I'm working on a proof (the proof of Lagrange's Identity), but it includes a sum notation I'm not familiar with:
$$\sum_{1\le k\lt j\le n} (a_kb_j-a_jb_k)^2$$
I would appreciate any explanations of what this is saying, specifically in regards to the inequalities below the sigma.
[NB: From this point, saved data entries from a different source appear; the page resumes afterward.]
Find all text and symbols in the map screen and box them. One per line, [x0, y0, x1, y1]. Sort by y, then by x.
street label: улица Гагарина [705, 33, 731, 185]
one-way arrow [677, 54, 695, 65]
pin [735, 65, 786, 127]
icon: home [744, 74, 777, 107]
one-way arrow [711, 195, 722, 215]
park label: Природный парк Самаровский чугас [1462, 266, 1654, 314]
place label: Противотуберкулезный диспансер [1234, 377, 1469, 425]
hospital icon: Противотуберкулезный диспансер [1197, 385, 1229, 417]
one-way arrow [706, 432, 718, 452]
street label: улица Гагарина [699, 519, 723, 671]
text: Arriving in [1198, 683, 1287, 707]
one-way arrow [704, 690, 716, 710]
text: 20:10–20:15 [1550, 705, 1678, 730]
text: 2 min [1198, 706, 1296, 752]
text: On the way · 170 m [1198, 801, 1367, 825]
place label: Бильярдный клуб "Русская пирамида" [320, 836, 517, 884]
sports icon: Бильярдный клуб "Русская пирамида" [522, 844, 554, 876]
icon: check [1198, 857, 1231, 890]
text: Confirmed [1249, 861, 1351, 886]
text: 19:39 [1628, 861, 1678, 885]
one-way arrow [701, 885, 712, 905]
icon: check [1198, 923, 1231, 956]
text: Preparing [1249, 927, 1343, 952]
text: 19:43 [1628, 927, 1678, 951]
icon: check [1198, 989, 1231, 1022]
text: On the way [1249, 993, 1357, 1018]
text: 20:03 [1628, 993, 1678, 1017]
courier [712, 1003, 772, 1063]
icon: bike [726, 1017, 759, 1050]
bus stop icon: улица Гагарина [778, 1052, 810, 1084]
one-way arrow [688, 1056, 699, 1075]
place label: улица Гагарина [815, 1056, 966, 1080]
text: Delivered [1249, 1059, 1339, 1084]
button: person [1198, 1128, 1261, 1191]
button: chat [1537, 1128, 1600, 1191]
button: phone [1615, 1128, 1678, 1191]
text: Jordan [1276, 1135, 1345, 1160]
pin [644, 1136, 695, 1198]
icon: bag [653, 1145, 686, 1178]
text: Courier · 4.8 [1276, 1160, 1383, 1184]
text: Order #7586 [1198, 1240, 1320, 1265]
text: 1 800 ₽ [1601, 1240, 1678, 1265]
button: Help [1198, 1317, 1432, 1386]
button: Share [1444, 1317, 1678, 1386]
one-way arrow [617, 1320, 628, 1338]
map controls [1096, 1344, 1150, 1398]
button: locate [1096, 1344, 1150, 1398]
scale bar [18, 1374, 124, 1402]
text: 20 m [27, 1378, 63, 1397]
Thanks!
On
This means you are summing the value of $(a_kb_j-a_jb_k)^2$ over all ordered pairs $(k,j)$ such that $1\leq k<j\leq n$. For instance, if $n=3$, these ordered pairs are $(1,2)$, $(1,3)$, and $(2,3)$, so the sum is $$(a_1b_2-a_2b_1)^2+(a_1b_3-a_3b_1)^2+(a_2b_3-a_3b_2)^2.$$
On
For example, $1 \le k < j \le 5$ would indicate the $(j,k)$ pairs
\begin{array}{cccc} (2,1) \\ (3,1) & (3,2) \\ (4,1) & (4,2) & (4,3) \\ (5,1) & (5,2) & (5,3) & (5,4) \end{array}
On
${1\leq j<k\leq n}$ is the domain of the operator. We sum the terms for all integer values of the bound variables, $(j,k)$, where this domain holds true.
This is sometimes more convenient than the double sum notation with which you might be more familiar. $$\sum_{1\leq j<k\leq n} (a_k b_j −a_j b_k )^2 \\ ~=~ \sum_{j=1}^{n-1}\sum_{k=j+1}^{n}(a_k b_j −a_j b_k )^2 \\ ~=~ \sum_{k=2}^{n}\sum_{j=1}^{k-1}(a_k b_j −a_j b_k )^2 $$
The notation is indeed confusing. It should be $$\sum_{\substack{k,j \\1\leq k<j\leq n}}$$ i.e., summing over $k$ and $j$ with the condition given below.